■ INPUT DATA:
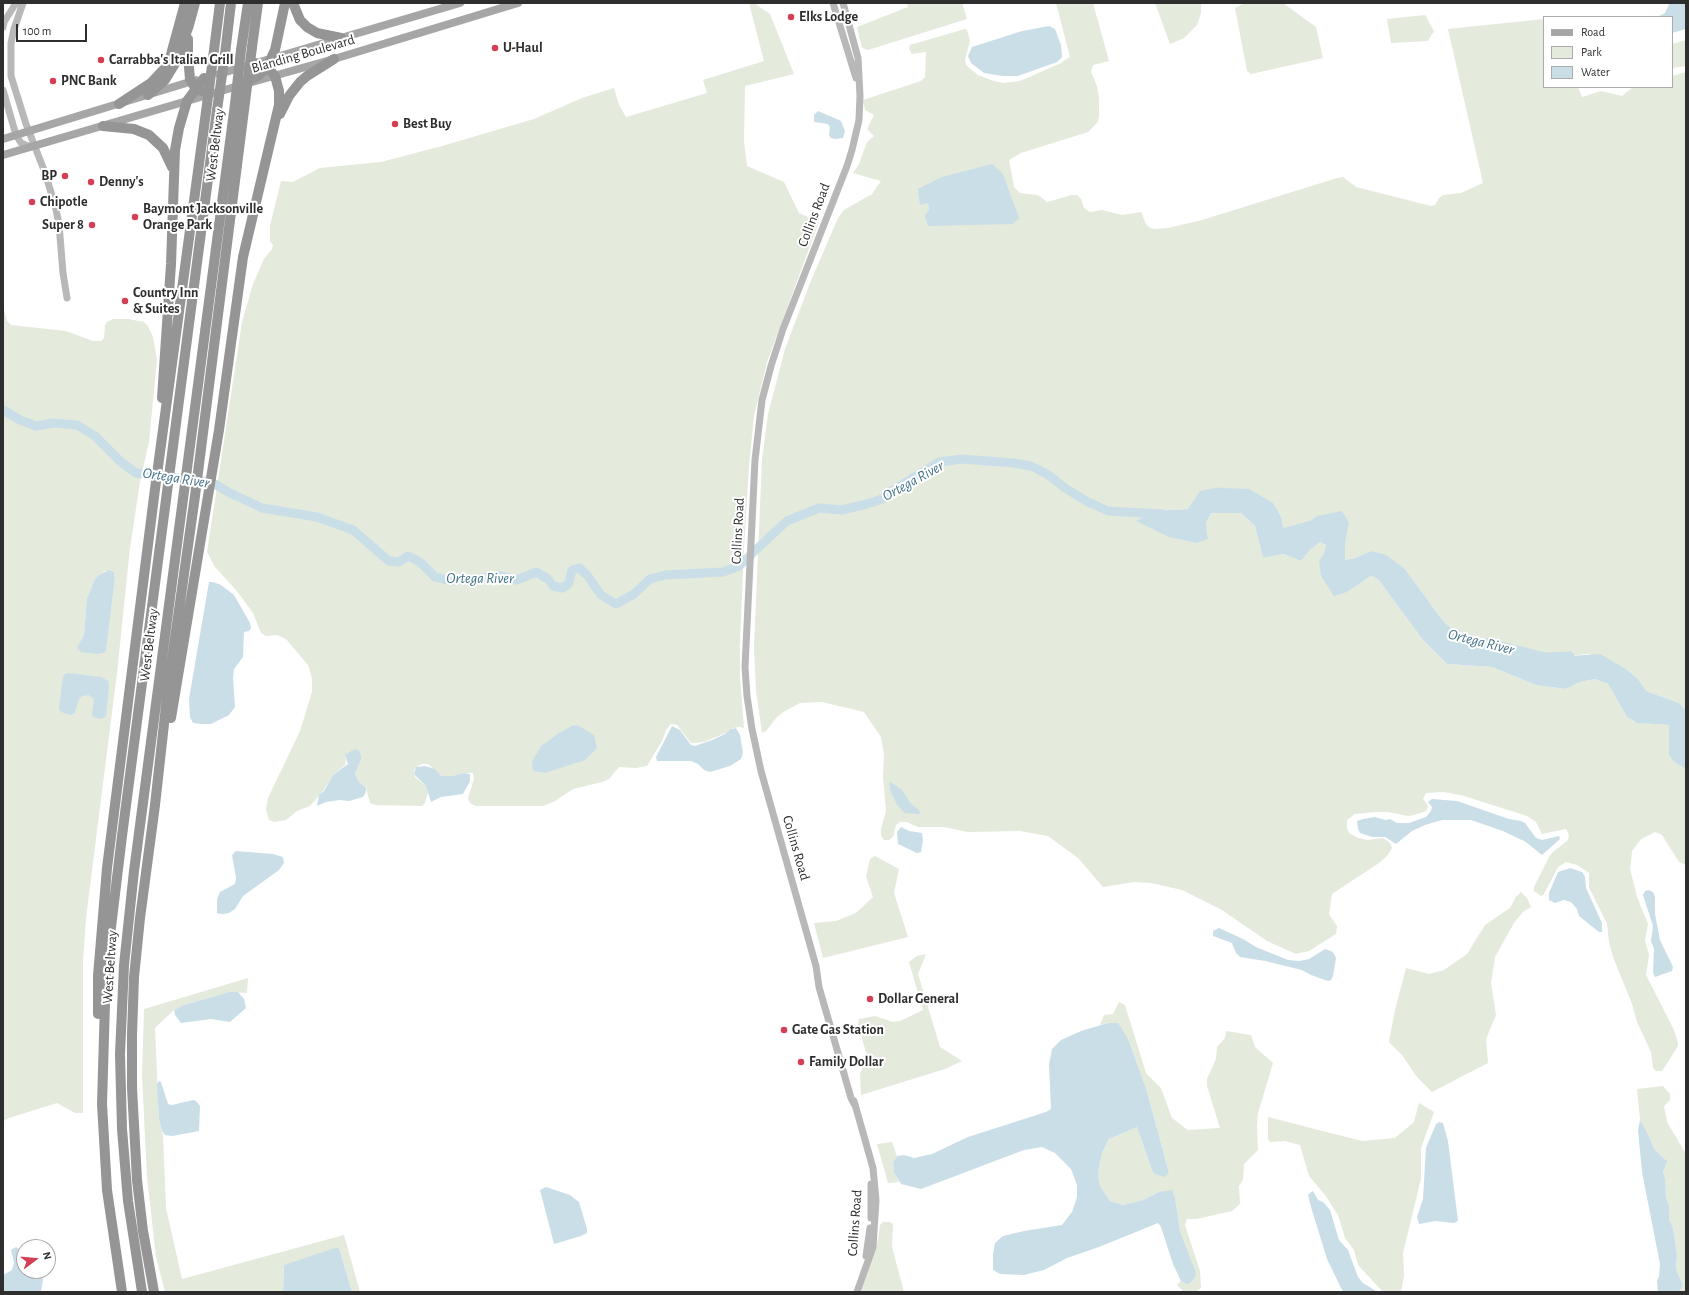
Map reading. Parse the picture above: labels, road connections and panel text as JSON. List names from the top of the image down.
{
  "streets": {
    "highway": ["West Beltway"],
    "main road": ["Blanding Boulevard"],
    "street": ["Collins Road"]
  },
  "water": ["Ortega River"],
  "places": [
    "Elks Lodge",
    "U-Haul",
    "Carrabba's Italian Grill",
    "PNC Bank",
    "Best Buy",
    "BP",
    "Denny's",
    "Chipotle",
    "Baymont Jacksonville Orange Park",
    "Super 8",
    "Country Inn & Suites",
    "Dollar General",
    "Gate Gas Station",
    "Family Dollar"
  ],
  "legend": ["Road", "Park", "Water"],
  "scale_bar": "100 m",
  "north": "right"
}
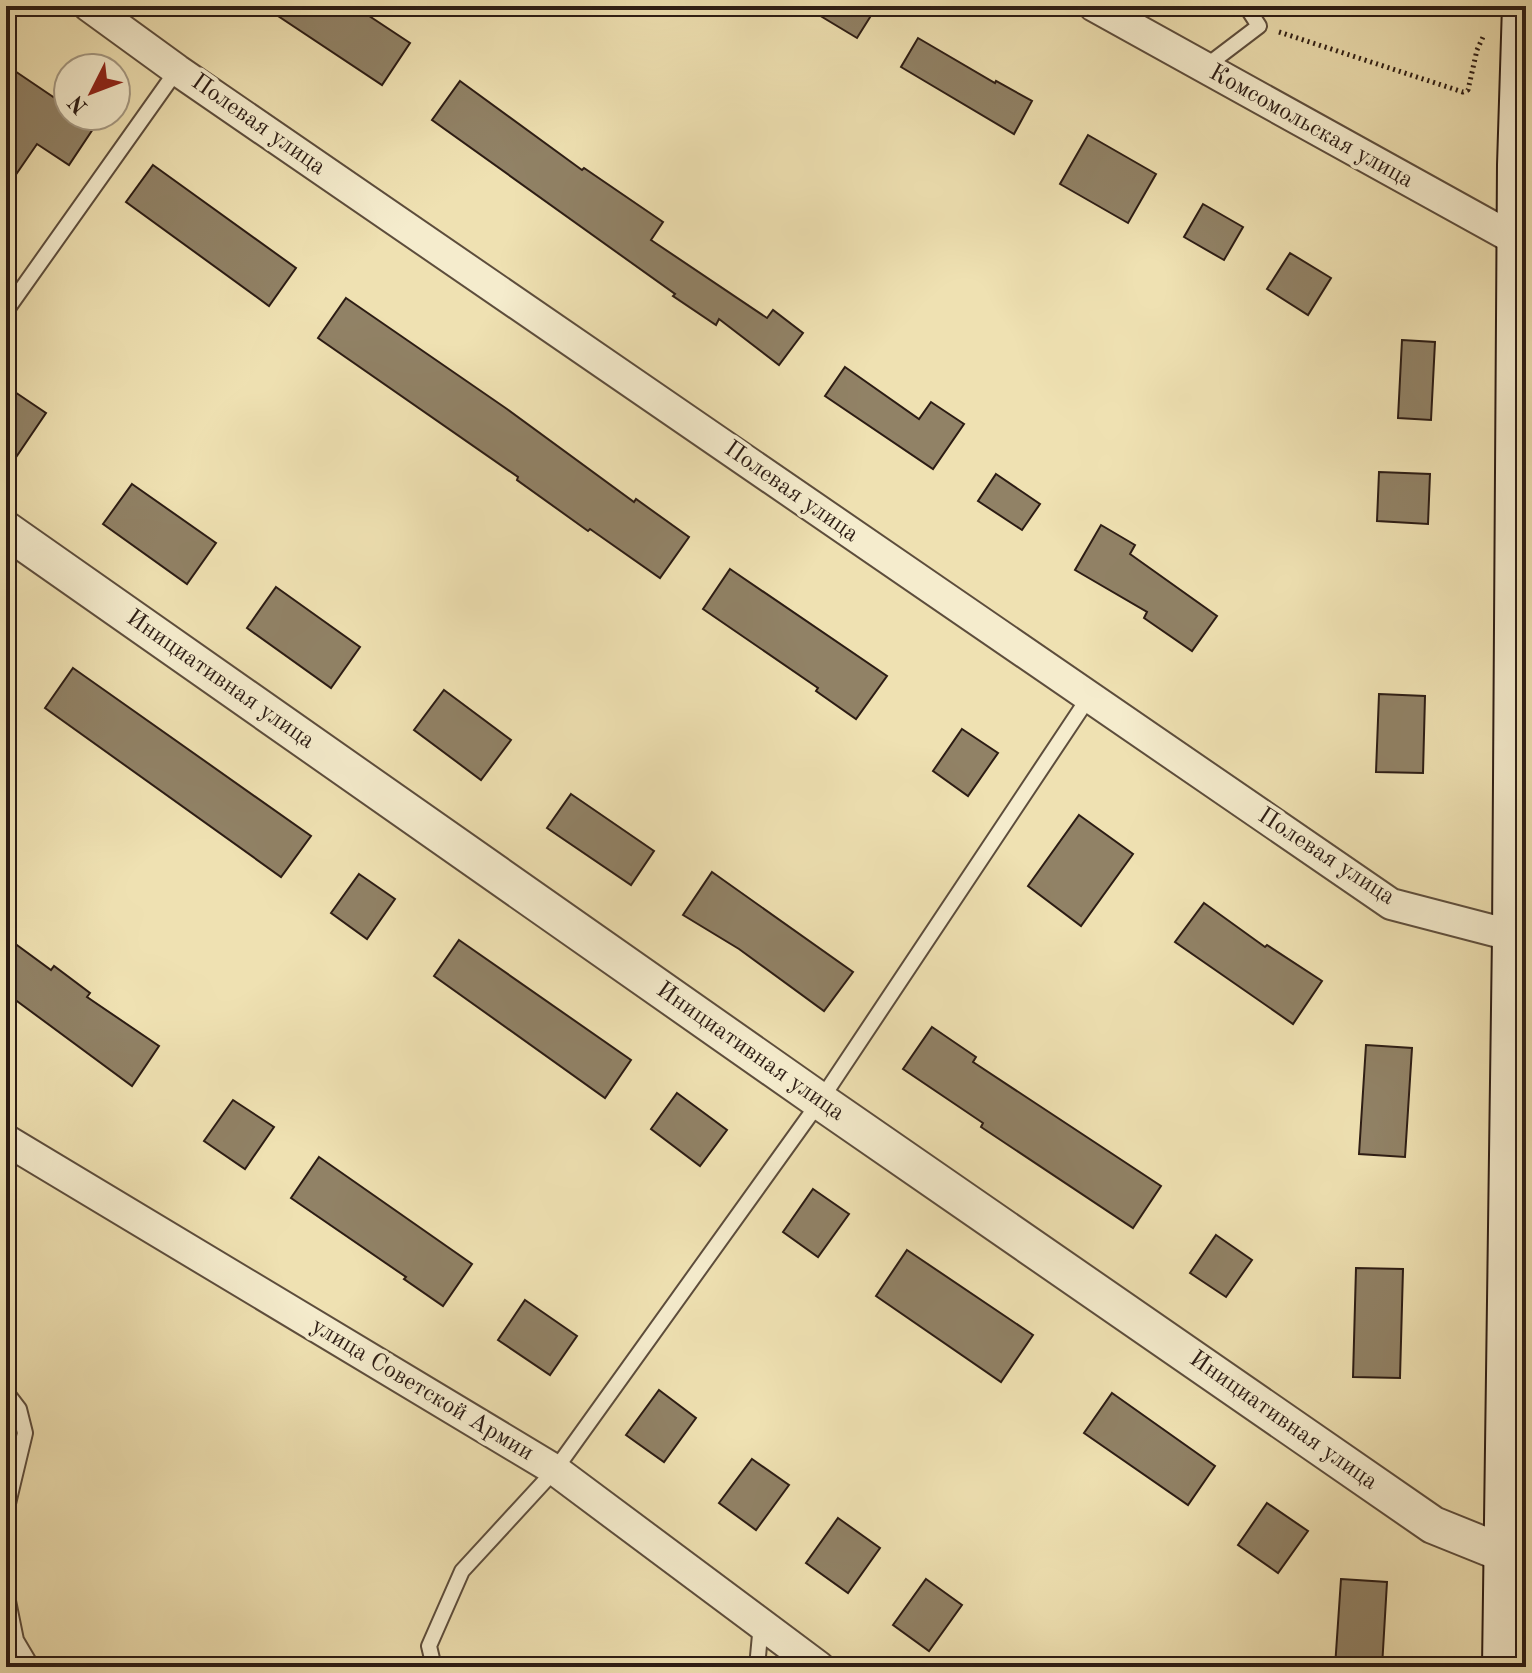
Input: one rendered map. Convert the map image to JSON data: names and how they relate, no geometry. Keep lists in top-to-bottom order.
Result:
{
  "streets": {
    "street": [
      "Полевая улица",
      "Комсомольская улица",
      "Инициативная улица",
      "улица Советской Армии"
    ]
  },
  "north": "bottom left"
}
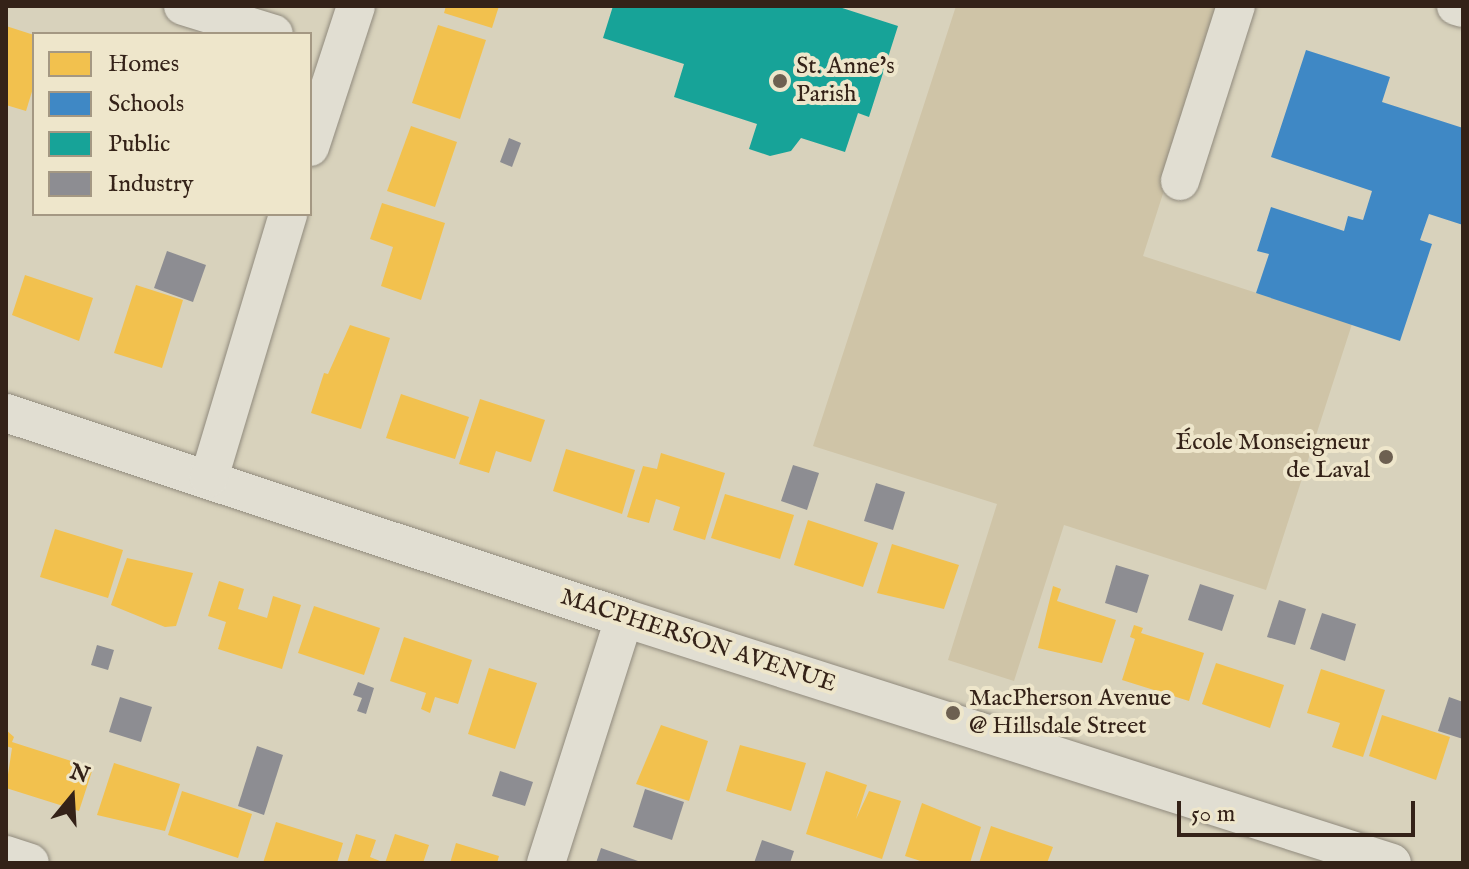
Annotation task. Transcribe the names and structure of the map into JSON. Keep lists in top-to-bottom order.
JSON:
{
  "streets": {
    "street": ["MACPHERSON AVENUE"]
  },
  "places": ["St. Anne's Parish", "École Monseigneur de Laval", "MacPherson Avenue @ Hillsdale Street"],
  "legend": [
    "Homes",
    "Schools",
    "Public",
    "Industry"
  ],
  "scale_bar": "50 m",
  "north": "top"
}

■ PROBLEM STATEMENT:
Show every line from the entries that includes the word "order".

■ OUTPUT:
Input: one rendered map. Convert the map image to JSON data: names and how they relate, no geometry. Keep lists in top-to-bottom order.
Annotation task. Transcribe the names and structure of the map into JSON. Keep lists in top-to-bottom order.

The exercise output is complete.